Bug fixes: Some problems with validation and matching of start and end tags with SAX were fixed (1227096). Also, a bug with parameter entity processing in external entities was fixed (1225219).
February 10, 2000
Performance improvements: This version of the parser is a major performance improvement over the last, about two and a half times faster for UTF-8 parsing and about four times faster for ASCII parsing. Comparison timing against previous version for parsing (DOM) and validating various standalone files (SPARC Ultra 1 CPU time):
File size | Old UTF-8 | New UTF-8 | Speedup | Old ASCII | New ASCII | Speedup |
---|---|---|---|---|---|---|
42K | 180ms | 70ms | 2.6 | 120ms | 40ms | 3.0 |
134K | 510ms | 210ms | 2.4 | 450ms | 100ms | 4.5 |
247K | 980ms | 400ms | 2.5 | 690ms | 180ms | 3.8 |
1M | 2860ms | 1130ms | 2.5 | 1820ms | 380ms | 4.8 |
2.7M | 10550ms | 4100ms | 2.6 | 7450ms | 1930ms | 3.9 |
10.5M | 42250ms | 16400ms | 2.6 | 29900ms | 7800ms | 3.8 |
Conformance improvements: Stricter conformance to the XML 1.0 spec yields higher scores on standard test suites (Jim Clark, Oasis, etc).

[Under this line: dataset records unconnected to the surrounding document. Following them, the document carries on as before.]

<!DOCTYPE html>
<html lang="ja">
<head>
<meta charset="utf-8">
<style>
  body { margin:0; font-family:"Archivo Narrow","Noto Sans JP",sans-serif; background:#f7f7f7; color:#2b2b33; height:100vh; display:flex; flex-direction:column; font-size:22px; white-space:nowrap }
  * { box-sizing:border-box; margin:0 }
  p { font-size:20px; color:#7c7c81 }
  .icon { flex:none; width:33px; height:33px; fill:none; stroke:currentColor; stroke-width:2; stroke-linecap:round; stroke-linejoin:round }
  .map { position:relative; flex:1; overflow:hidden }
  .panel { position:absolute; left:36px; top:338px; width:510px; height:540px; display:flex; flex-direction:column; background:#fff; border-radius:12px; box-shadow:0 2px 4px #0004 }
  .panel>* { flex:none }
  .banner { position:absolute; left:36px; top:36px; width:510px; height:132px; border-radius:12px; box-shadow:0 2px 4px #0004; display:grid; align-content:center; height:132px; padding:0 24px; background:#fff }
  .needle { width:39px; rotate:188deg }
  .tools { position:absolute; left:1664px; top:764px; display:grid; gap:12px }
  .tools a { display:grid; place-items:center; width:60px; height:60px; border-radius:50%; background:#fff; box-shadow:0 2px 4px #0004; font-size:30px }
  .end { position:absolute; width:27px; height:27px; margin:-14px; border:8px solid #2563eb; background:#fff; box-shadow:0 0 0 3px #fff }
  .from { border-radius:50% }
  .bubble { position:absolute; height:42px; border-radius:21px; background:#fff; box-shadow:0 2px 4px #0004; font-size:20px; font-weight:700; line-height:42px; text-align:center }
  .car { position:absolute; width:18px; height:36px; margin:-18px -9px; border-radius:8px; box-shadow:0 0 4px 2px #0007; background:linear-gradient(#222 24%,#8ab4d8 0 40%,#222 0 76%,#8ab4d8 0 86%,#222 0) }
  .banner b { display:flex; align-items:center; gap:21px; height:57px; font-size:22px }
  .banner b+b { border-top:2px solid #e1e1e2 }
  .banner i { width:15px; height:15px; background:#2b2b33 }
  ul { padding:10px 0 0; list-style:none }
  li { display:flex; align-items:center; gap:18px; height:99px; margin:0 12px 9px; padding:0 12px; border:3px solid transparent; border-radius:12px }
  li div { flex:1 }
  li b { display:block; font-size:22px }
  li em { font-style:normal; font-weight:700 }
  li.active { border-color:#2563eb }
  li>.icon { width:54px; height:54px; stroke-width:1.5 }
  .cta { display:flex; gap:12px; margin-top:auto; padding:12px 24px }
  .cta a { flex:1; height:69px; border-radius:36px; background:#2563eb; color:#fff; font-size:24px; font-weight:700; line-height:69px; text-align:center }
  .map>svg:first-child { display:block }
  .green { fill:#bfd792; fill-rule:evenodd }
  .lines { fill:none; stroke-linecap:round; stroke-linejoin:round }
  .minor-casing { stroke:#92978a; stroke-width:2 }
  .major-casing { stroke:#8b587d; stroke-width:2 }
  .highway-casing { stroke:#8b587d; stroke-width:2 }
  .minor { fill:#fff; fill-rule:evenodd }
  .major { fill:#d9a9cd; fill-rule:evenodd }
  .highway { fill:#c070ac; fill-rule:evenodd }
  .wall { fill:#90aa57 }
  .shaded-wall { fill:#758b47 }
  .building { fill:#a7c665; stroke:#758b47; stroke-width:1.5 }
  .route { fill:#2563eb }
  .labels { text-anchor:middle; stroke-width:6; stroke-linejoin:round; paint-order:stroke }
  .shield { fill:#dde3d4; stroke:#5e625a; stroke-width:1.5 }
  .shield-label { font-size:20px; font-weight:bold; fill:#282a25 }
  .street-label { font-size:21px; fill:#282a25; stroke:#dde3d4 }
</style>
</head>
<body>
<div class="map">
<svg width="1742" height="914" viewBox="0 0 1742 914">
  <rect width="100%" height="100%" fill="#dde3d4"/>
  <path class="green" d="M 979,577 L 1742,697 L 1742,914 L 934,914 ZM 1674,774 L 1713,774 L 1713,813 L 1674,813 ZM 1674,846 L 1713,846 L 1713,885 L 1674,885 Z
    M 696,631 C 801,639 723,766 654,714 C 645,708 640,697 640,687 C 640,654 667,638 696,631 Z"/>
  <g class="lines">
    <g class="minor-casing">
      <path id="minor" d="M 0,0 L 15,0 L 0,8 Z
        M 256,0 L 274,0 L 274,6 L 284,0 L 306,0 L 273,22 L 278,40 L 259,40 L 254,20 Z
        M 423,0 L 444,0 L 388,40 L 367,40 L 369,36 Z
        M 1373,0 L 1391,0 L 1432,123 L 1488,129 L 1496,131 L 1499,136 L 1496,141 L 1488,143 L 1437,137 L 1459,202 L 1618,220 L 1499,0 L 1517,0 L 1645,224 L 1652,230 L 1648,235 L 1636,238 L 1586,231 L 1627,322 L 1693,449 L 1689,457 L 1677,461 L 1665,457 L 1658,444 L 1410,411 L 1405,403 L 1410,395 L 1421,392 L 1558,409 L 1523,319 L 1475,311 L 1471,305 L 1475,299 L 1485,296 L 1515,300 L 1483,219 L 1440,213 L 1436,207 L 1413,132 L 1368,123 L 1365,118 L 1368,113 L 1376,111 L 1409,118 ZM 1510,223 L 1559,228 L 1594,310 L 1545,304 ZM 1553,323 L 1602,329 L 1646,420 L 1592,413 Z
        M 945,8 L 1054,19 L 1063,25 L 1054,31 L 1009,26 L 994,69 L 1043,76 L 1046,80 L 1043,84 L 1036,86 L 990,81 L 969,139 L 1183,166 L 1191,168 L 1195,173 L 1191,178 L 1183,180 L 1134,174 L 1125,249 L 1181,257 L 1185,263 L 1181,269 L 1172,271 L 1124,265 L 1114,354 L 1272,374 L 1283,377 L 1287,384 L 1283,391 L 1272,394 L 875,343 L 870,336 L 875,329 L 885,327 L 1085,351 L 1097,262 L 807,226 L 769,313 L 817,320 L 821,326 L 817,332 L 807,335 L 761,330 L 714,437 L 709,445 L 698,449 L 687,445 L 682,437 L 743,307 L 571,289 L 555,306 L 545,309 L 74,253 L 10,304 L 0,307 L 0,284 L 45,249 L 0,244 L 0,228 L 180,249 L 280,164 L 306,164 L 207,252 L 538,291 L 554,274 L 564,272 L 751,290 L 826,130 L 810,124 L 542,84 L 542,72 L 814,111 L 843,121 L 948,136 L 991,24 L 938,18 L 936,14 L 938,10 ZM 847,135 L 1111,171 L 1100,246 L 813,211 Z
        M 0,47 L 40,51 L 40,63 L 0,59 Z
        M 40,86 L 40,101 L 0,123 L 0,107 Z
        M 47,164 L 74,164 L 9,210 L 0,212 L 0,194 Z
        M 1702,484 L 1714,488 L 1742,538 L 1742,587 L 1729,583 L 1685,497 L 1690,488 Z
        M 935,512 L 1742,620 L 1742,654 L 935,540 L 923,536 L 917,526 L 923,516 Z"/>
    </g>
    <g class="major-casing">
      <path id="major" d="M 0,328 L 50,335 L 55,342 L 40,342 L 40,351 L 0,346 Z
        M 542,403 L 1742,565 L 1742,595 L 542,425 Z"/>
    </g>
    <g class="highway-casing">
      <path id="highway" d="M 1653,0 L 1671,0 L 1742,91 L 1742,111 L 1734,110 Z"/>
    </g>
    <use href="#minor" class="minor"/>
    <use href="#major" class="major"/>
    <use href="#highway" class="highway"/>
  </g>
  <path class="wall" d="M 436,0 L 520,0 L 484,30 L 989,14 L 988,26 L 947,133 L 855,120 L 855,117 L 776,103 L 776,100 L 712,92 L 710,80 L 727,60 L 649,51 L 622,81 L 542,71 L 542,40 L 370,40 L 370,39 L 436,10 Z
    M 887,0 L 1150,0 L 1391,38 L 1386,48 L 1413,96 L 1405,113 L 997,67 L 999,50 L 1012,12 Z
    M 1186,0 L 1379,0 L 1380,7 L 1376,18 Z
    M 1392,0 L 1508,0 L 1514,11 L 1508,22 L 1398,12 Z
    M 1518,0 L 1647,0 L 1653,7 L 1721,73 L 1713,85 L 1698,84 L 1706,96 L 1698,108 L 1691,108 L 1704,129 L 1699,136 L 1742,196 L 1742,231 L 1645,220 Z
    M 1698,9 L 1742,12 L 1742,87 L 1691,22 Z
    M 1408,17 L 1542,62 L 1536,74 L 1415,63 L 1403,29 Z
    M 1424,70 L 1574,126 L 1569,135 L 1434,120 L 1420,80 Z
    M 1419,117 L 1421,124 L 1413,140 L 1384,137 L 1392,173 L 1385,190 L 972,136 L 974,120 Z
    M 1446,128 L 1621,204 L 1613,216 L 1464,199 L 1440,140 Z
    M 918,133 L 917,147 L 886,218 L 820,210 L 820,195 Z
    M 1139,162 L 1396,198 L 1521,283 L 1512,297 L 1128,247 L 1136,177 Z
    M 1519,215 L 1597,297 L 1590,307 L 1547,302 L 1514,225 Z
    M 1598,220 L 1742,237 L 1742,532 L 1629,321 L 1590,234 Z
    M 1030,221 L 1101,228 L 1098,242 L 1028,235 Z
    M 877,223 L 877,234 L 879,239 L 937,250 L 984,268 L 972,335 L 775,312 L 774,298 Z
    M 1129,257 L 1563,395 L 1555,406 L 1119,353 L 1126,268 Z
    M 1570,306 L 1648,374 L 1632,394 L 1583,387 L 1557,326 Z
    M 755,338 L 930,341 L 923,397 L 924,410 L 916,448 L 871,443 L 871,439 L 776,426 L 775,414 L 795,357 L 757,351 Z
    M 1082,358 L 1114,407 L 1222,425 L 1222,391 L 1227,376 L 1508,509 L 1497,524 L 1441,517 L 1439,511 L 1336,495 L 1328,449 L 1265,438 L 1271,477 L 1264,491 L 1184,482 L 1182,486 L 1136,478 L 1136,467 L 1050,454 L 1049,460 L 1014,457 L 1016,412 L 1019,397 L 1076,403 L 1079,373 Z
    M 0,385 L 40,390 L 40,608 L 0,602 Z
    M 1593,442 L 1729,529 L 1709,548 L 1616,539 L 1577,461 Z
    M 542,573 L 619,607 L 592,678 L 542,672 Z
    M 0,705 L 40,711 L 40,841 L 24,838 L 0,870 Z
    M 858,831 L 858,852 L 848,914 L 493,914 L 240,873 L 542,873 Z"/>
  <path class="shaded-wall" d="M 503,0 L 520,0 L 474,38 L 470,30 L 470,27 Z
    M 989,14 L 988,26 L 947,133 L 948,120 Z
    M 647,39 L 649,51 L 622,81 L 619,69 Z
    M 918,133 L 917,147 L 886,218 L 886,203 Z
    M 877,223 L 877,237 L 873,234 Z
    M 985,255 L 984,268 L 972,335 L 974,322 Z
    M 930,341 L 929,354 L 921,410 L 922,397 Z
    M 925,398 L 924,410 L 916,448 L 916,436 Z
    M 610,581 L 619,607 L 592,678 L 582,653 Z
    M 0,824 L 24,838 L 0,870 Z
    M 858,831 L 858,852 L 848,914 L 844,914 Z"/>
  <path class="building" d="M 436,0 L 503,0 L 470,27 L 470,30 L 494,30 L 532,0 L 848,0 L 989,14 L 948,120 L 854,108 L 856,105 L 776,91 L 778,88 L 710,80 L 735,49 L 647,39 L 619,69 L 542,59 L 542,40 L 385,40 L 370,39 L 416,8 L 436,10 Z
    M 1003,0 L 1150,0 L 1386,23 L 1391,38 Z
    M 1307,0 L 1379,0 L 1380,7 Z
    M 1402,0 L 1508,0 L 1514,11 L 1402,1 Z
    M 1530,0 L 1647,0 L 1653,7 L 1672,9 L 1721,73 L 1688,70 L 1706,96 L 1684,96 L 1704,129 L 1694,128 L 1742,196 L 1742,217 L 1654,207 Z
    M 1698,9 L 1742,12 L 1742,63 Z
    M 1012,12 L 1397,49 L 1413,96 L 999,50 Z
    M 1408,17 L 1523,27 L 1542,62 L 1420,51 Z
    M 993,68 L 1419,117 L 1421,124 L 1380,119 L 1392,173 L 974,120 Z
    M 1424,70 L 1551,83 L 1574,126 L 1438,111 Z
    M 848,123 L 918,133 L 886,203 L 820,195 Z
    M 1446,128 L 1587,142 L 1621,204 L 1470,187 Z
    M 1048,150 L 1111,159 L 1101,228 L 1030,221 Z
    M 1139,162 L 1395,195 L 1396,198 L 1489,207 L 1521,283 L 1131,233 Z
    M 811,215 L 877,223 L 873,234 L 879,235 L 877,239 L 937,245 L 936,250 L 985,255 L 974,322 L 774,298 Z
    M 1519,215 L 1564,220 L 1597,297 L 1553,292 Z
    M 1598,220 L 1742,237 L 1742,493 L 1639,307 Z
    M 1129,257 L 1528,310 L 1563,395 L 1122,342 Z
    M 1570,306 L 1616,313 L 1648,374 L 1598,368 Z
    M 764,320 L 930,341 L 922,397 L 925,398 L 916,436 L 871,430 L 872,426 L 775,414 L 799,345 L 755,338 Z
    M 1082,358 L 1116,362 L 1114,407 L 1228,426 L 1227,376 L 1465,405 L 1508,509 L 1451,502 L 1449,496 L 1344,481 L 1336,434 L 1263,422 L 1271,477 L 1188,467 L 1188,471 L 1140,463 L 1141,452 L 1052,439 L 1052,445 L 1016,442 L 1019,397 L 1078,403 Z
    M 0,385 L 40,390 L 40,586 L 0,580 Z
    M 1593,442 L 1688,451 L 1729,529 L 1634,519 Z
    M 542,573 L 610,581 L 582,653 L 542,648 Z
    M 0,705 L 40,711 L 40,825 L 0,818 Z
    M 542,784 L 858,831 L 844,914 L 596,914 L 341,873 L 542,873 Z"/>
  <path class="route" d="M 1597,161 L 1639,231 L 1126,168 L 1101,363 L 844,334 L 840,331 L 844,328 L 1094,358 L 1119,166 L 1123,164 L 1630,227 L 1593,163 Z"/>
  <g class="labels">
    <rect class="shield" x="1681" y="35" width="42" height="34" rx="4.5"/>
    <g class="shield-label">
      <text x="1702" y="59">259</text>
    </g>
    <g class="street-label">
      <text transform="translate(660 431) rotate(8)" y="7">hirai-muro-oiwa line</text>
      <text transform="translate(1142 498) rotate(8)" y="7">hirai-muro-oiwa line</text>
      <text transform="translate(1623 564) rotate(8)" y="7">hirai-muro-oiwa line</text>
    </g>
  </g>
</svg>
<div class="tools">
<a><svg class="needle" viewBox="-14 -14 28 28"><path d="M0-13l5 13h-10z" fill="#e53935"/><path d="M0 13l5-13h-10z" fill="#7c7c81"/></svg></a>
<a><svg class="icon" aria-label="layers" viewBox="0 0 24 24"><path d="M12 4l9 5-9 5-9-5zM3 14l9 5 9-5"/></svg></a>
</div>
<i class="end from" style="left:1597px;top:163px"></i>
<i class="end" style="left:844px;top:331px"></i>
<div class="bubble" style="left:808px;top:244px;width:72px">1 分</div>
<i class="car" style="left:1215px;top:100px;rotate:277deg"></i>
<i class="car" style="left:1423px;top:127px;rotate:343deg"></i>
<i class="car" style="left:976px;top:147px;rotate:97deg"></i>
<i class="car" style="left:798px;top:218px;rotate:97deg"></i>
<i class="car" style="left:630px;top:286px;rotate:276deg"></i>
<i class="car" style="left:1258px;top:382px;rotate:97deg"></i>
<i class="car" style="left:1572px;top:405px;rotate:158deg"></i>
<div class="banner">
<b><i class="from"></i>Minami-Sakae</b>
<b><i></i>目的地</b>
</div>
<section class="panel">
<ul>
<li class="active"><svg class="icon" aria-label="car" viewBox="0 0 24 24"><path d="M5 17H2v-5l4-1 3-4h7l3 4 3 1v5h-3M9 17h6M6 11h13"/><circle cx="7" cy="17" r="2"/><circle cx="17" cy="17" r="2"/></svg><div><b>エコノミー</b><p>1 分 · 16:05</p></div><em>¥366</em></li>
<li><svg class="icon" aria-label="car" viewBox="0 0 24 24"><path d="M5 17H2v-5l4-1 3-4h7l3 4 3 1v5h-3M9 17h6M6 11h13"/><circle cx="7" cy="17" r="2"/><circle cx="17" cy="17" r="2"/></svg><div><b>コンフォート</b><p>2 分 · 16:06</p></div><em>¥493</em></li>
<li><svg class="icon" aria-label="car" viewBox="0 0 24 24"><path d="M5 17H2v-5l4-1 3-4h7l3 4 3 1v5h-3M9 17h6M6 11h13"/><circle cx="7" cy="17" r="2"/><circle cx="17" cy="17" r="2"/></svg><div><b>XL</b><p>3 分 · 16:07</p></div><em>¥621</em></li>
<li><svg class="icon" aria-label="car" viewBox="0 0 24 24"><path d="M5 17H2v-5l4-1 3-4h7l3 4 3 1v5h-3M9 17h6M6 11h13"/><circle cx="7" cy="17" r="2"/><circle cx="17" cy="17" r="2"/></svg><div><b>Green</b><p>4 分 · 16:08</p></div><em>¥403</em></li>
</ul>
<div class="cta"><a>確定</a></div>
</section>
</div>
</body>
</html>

Lists, not arrays: Internal parser data structures are now uniformly lists; arrays have been dropped. Therefore, access is now better suited to a firstChild/nextSibling style loop instead of numChildNodes/getChildNode.
DTD parsing:A new API call xmlparsedtd() is added which parses an external DTD directly, without needing an enclosing document. Used mainly by the Class Generator.
Error reporting: Error messages are improved and more specific, with nearly twice as many as before. Error location is now described by a stack of line number/entity pairs, showing the final location of the error and intermediate inclusions (e.g. line X of file, line Y of entity). NOTE: You must use the new error message file (lpxus.msb) provided with this release; the error message file provided with earlier releases is incompatible. See below.
XSL improvements: Various bugs fixed in the XSLT processor; xsl:call-template is now fully supported.
November 24, 1999
The Oracle XML v2 parser is a beta release and is written in C, with a C++ wrapper. The main difference from the Oracle XML v1 parser is the ability to format the XML document according to a stylesheet via an integrated an XSLT processor.